____ DATA EXTRACT

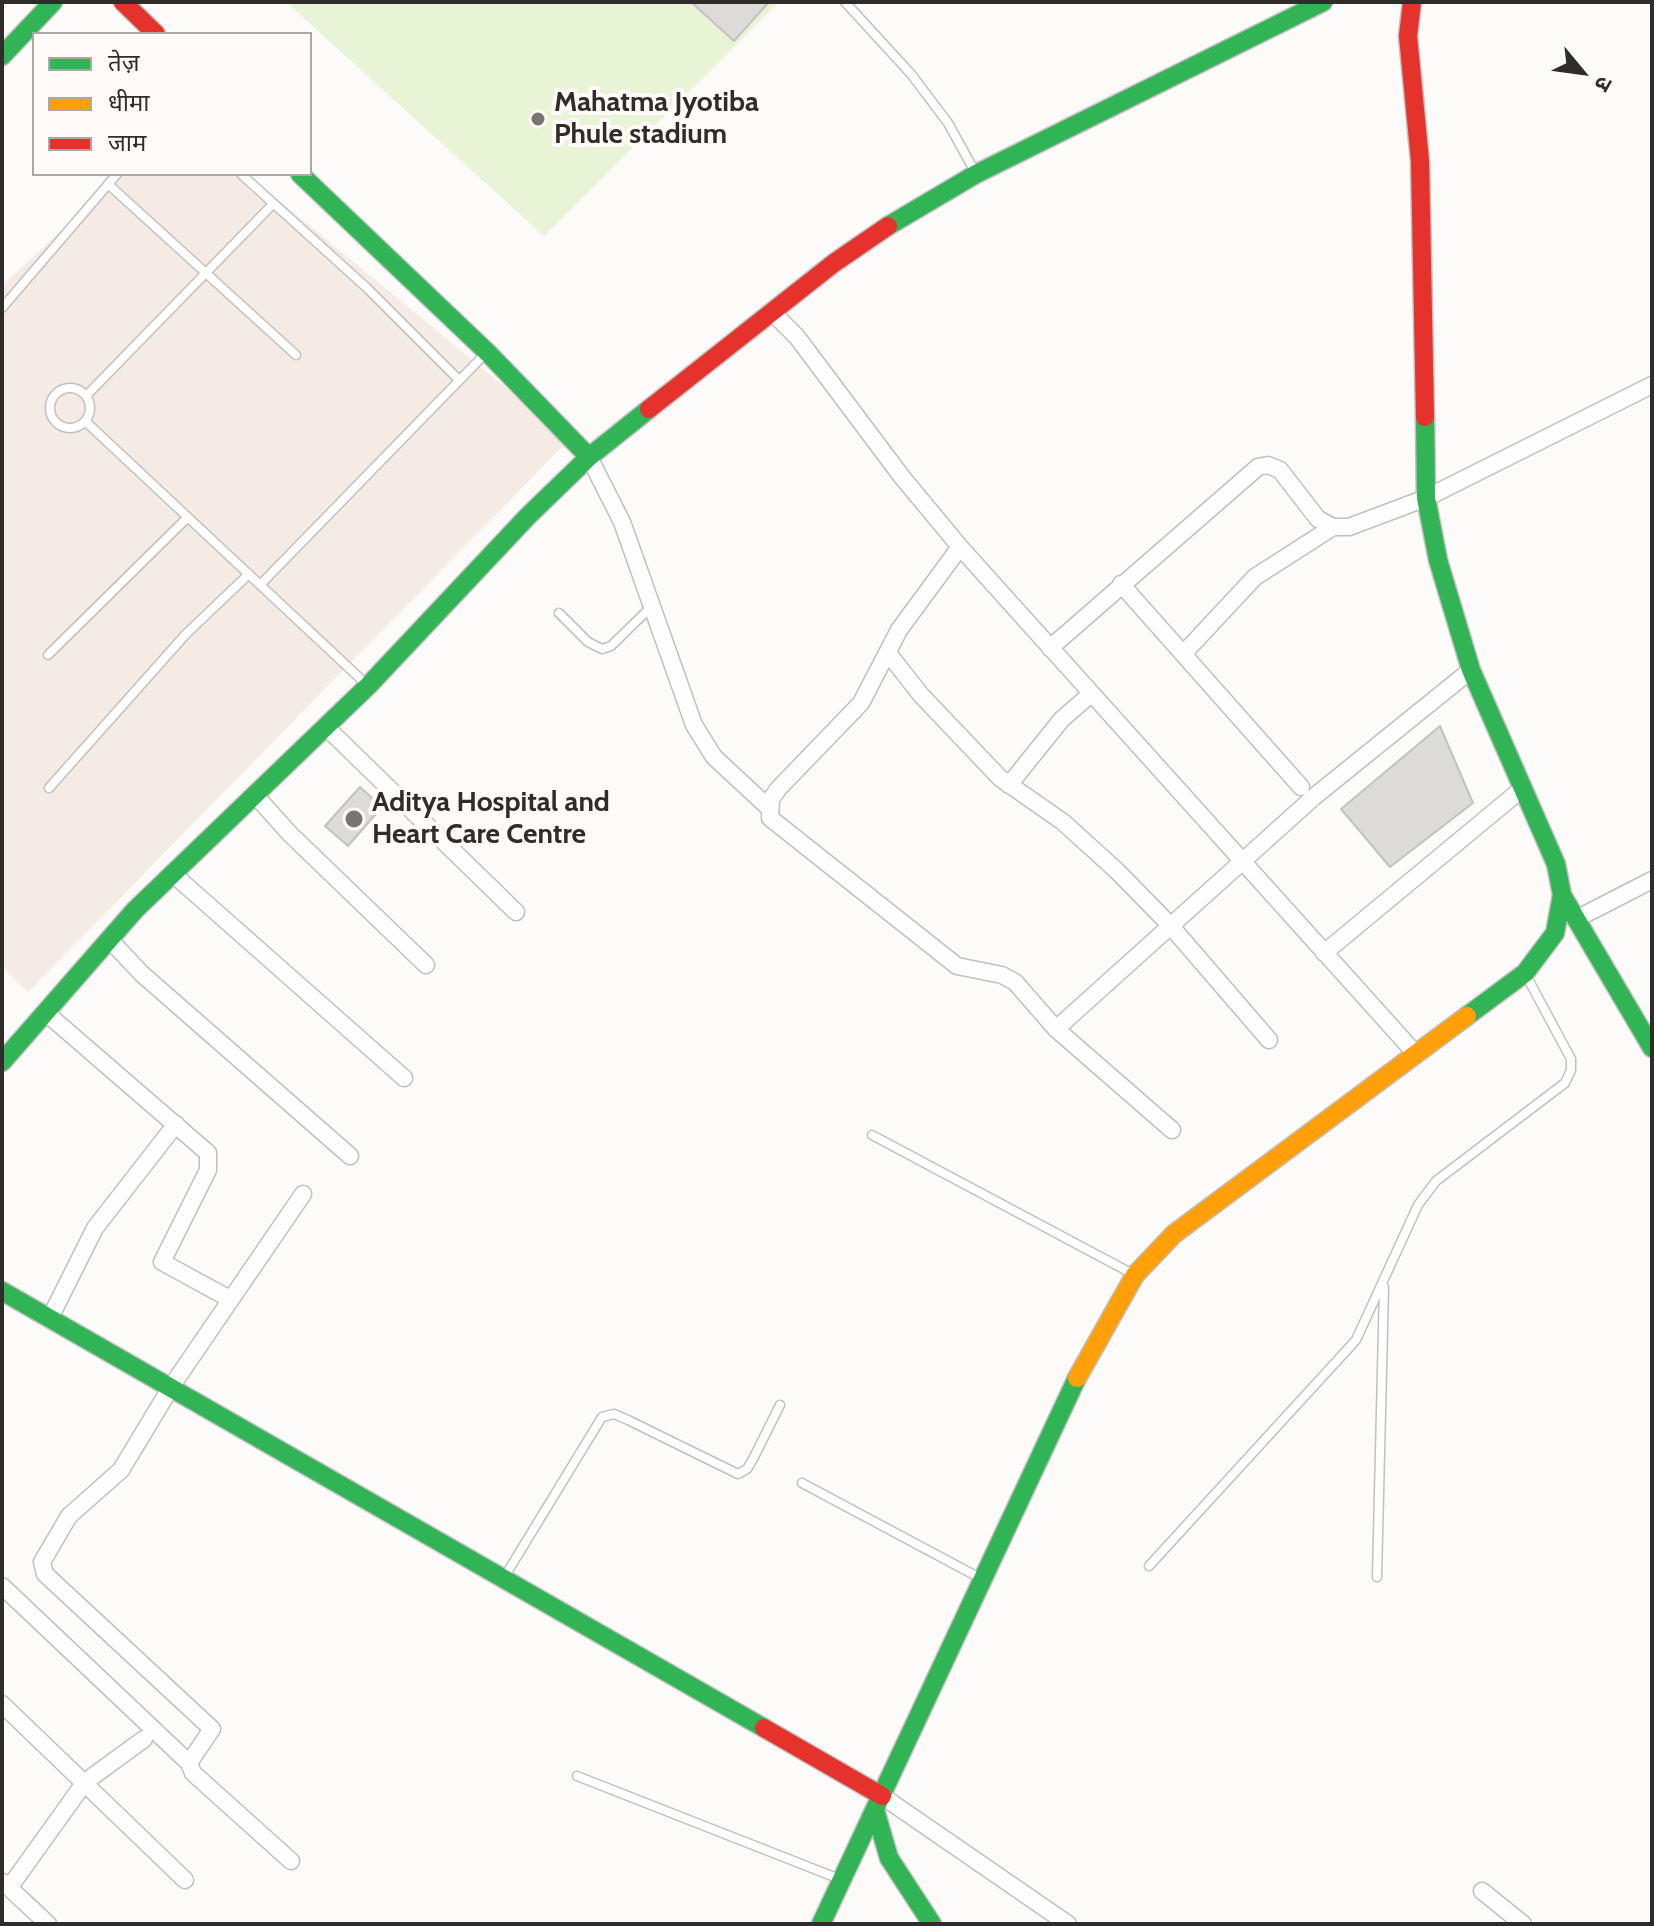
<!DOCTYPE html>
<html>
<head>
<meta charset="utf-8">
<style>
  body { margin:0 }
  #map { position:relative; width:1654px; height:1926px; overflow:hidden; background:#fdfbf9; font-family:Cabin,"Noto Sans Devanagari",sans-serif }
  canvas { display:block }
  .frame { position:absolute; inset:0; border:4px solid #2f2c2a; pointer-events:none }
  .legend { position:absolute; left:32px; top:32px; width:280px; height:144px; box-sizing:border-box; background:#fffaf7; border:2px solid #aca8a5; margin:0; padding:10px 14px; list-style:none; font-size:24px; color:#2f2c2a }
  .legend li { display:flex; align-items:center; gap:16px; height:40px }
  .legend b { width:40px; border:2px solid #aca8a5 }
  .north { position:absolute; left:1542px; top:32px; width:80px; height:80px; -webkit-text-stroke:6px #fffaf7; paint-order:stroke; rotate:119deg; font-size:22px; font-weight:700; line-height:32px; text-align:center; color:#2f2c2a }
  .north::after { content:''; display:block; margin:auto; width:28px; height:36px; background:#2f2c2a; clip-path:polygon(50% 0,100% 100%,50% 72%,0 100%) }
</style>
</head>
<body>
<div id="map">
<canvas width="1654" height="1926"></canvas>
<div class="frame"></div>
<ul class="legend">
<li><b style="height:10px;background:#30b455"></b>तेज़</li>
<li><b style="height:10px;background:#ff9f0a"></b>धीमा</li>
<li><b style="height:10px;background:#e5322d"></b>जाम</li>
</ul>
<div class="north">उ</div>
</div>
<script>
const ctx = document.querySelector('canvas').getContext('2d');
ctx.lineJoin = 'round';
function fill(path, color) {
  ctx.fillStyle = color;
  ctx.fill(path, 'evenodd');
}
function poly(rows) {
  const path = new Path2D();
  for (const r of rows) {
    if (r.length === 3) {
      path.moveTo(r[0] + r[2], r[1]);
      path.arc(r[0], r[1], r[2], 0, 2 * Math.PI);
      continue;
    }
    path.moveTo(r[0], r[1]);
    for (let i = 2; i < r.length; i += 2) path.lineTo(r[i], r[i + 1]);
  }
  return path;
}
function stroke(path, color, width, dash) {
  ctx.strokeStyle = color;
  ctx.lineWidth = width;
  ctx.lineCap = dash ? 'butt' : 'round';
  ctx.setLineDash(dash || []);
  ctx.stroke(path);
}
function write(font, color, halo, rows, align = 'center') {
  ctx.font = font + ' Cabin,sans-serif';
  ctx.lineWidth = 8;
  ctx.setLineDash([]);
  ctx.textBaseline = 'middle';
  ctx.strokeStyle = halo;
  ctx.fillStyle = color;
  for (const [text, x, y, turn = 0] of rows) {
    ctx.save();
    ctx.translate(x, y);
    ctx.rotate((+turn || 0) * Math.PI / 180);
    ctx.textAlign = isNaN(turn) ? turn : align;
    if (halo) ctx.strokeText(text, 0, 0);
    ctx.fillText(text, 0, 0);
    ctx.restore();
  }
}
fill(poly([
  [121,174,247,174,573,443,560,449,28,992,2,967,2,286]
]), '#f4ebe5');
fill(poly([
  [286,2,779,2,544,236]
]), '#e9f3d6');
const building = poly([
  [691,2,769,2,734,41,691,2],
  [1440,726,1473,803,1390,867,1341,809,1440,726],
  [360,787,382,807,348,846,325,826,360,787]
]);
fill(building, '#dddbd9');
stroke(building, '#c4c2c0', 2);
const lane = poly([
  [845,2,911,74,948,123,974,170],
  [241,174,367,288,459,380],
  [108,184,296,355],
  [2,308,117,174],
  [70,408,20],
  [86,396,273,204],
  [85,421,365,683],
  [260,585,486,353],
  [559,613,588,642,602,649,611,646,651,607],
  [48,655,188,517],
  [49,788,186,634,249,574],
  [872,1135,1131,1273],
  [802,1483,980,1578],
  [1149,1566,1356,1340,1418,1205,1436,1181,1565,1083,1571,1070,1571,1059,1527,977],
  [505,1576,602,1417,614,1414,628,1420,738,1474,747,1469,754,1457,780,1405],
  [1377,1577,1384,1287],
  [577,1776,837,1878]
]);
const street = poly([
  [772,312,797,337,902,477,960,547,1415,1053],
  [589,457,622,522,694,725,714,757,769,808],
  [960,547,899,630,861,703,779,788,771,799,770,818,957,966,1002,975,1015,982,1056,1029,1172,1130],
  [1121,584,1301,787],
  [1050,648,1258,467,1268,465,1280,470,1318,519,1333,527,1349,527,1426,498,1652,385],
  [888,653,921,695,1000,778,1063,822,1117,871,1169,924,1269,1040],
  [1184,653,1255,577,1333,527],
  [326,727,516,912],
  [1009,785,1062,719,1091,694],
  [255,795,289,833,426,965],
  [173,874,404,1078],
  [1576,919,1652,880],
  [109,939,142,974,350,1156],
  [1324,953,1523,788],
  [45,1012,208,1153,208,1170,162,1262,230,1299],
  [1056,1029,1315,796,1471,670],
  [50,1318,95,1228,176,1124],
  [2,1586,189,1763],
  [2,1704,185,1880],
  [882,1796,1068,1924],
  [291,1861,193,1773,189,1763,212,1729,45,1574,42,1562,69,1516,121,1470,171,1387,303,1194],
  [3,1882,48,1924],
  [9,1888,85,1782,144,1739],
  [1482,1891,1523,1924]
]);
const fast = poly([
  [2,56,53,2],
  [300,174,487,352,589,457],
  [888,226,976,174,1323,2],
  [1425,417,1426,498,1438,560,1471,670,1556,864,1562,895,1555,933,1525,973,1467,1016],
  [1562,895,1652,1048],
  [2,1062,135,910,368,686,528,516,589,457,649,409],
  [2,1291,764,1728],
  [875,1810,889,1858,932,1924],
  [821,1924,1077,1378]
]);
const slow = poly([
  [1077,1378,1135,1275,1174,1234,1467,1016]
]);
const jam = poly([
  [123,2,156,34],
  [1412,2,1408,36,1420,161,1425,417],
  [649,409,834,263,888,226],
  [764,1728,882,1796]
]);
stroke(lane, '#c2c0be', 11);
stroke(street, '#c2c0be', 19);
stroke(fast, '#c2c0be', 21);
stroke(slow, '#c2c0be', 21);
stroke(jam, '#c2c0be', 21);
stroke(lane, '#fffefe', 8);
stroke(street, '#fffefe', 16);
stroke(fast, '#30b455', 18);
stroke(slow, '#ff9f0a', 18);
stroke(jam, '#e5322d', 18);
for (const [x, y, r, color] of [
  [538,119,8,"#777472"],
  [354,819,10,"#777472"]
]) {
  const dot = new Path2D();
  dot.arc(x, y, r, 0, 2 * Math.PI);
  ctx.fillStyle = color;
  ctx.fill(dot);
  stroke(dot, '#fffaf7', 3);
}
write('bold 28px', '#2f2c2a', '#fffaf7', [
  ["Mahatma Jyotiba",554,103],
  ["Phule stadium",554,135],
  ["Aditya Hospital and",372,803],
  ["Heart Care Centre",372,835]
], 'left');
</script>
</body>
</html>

________
____ DATA EXTRACT

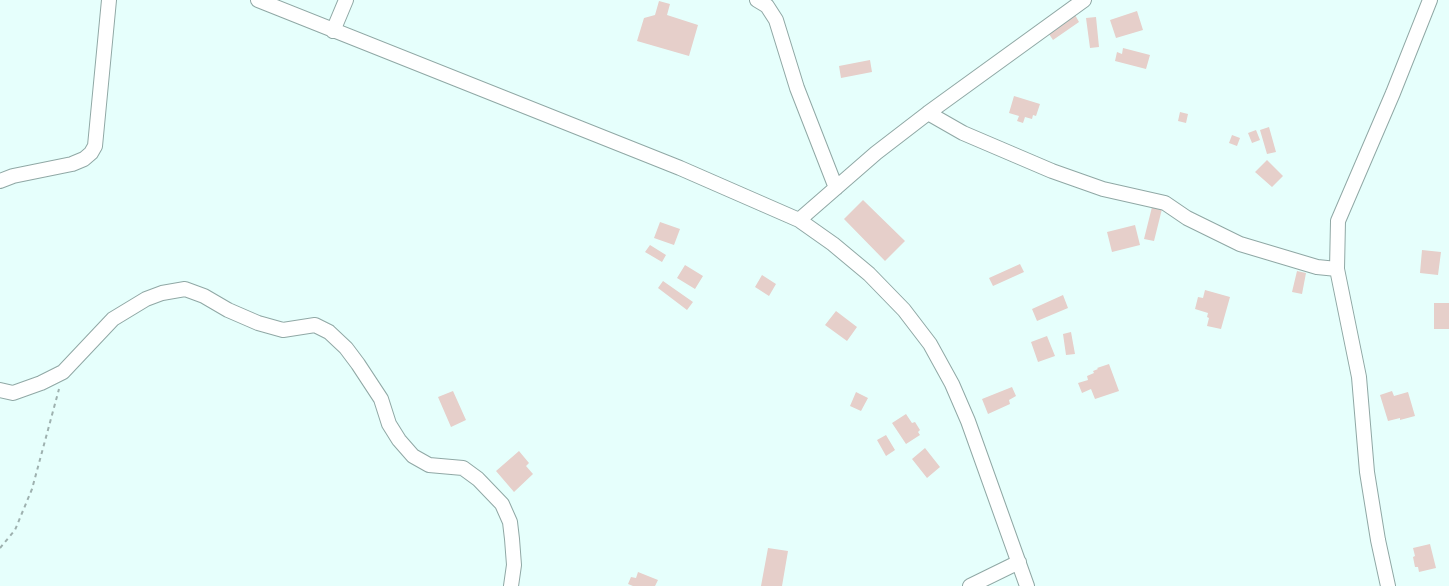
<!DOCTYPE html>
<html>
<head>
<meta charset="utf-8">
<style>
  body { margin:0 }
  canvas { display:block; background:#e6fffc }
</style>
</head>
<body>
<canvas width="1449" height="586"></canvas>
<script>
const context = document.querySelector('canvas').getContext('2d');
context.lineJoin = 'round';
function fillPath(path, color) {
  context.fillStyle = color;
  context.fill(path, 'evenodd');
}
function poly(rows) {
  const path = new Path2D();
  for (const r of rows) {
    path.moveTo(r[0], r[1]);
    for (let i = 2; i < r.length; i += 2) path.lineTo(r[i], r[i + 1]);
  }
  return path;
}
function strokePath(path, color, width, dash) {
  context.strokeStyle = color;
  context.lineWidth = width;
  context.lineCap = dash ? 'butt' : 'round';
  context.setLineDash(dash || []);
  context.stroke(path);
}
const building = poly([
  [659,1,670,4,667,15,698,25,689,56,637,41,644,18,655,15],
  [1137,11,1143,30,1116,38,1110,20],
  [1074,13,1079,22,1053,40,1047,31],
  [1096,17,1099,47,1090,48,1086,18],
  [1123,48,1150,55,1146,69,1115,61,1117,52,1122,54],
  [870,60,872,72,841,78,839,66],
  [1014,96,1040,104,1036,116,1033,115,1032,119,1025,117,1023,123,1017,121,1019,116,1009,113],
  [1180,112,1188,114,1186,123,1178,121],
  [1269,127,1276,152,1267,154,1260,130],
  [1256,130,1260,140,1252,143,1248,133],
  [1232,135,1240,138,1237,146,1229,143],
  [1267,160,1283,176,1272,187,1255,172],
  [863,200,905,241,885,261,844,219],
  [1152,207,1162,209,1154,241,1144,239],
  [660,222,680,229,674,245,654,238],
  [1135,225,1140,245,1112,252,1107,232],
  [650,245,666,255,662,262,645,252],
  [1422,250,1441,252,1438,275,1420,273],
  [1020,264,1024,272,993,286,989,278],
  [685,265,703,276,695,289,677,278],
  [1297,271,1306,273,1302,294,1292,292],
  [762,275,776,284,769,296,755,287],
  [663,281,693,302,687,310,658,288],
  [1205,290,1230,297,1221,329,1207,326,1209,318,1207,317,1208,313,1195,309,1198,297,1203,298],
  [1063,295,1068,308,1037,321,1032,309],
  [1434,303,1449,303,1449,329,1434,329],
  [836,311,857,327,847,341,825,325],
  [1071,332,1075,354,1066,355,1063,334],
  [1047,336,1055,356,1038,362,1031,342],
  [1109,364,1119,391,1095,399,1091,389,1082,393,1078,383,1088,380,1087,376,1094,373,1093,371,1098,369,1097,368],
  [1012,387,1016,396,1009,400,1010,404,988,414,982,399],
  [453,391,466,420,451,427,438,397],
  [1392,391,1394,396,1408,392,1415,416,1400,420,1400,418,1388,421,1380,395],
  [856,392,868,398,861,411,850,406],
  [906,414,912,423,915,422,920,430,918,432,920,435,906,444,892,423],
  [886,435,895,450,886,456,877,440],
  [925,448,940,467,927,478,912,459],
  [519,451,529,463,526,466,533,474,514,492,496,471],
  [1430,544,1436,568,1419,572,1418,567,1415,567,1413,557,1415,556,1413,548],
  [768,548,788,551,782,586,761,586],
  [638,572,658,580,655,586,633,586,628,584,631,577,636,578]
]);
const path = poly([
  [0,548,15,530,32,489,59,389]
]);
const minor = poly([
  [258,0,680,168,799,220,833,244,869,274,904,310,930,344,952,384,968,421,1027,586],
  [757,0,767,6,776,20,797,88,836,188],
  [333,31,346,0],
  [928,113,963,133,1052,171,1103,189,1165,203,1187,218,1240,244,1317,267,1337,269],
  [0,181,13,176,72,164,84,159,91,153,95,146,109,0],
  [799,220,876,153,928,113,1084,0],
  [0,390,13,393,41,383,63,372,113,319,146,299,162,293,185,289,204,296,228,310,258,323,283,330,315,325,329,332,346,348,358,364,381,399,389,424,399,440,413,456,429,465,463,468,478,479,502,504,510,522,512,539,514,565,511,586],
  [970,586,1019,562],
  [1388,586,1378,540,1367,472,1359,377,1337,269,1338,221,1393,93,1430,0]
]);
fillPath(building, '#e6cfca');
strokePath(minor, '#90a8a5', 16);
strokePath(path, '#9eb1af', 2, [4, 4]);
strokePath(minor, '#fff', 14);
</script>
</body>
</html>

________

### [WHAT IS BEING ASKED]
Each line above that includes "halo" should be shown.

### [ANSWER SPACE]
function write(font, color, halo, rows, align = 'center') {
  ctx.strokeStyle = halo;
    if (halo) ctx.strokeText(text, 0, 0);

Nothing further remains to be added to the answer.